> Records from a data source
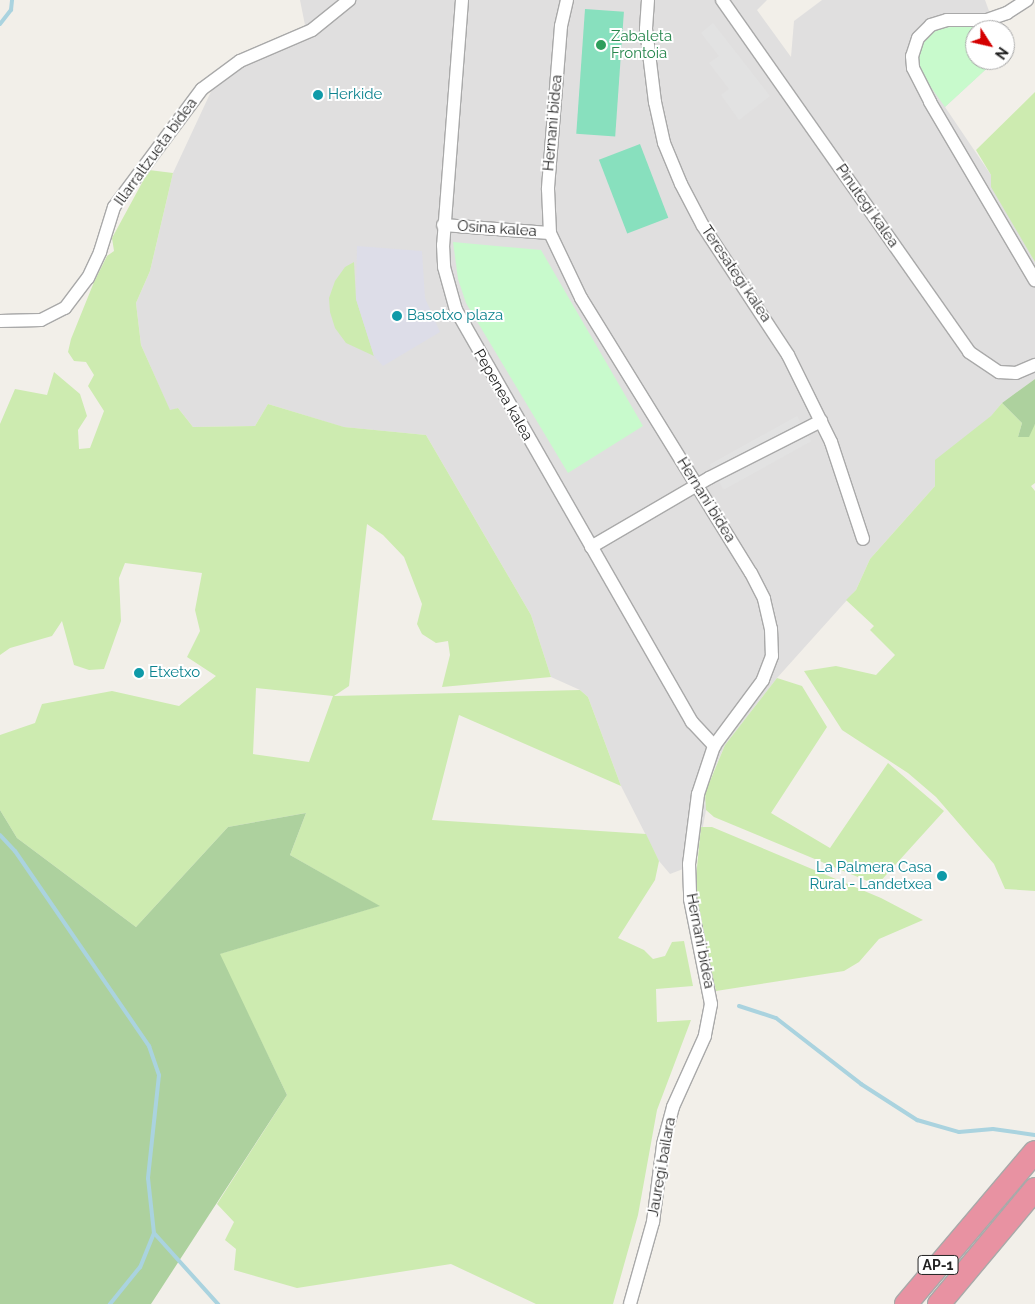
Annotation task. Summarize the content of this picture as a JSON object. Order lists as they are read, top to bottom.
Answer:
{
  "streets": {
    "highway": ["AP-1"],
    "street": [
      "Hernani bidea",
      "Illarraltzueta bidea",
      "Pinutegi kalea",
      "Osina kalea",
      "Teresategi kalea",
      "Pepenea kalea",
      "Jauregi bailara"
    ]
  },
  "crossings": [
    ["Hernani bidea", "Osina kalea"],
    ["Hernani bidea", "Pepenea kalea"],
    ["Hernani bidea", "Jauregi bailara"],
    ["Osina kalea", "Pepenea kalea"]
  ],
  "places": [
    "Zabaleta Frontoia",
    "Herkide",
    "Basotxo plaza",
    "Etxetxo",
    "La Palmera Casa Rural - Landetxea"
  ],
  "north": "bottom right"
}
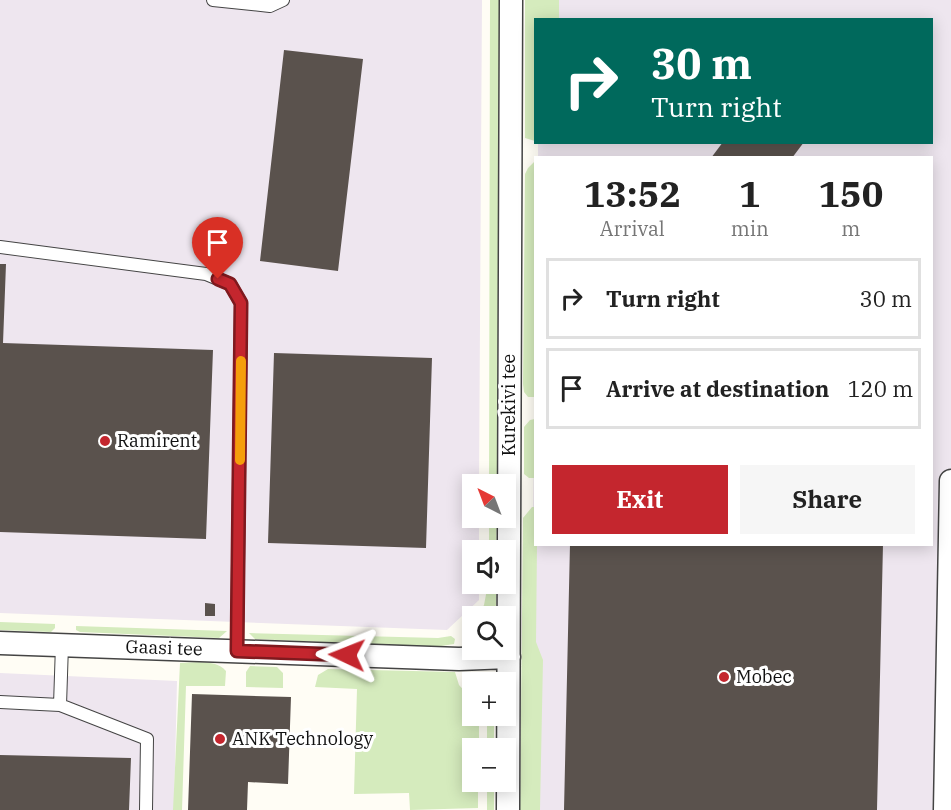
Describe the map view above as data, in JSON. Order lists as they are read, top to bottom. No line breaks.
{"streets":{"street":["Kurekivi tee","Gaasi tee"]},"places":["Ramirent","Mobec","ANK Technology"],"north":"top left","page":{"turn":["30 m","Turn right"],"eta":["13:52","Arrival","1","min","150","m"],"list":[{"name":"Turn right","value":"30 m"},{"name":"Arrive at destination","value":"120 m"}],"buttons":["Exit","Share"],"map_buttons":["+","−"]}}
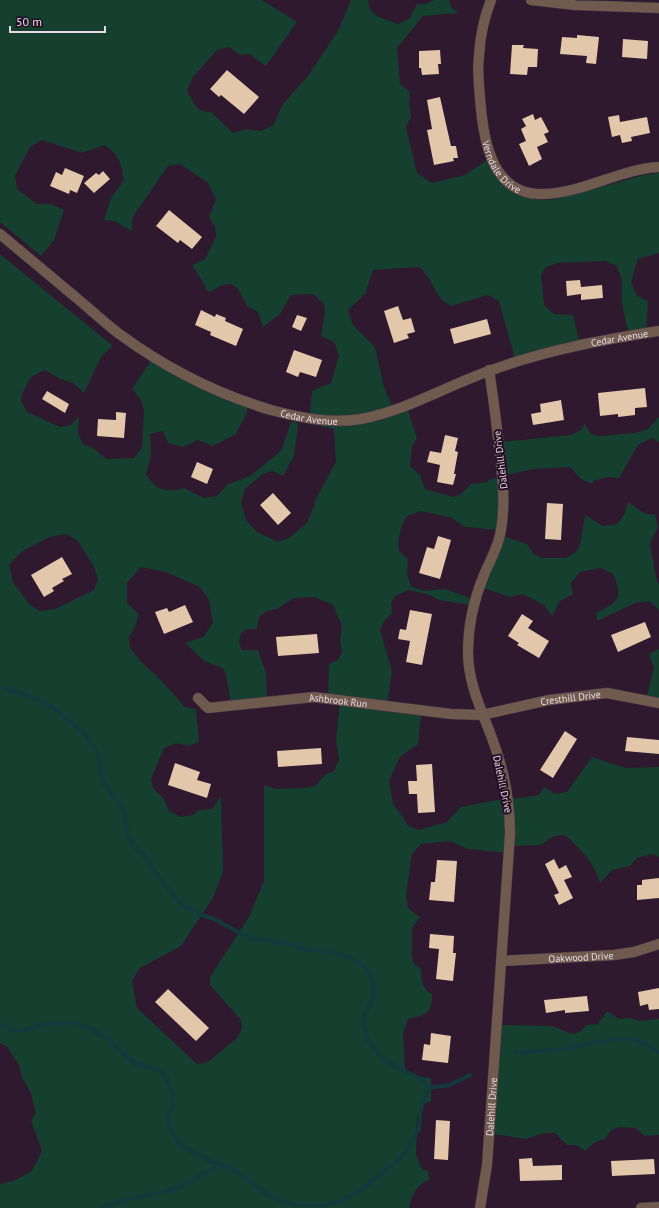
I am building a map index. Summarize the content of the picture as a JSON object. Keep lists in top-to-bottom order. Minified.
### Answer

> WHAT IS EXPECTED
The answer must be every line from the records above that contains the word "content", copied out.

> EXERCISE SOLUTION
Annotation task. Summarize the content of this picture as a JSON object. Order lists as they are read, top to bottom.
I am building a map index. Summarize the content of the picture as a JSON object. Keep lists in top-to-bottom order. Minified.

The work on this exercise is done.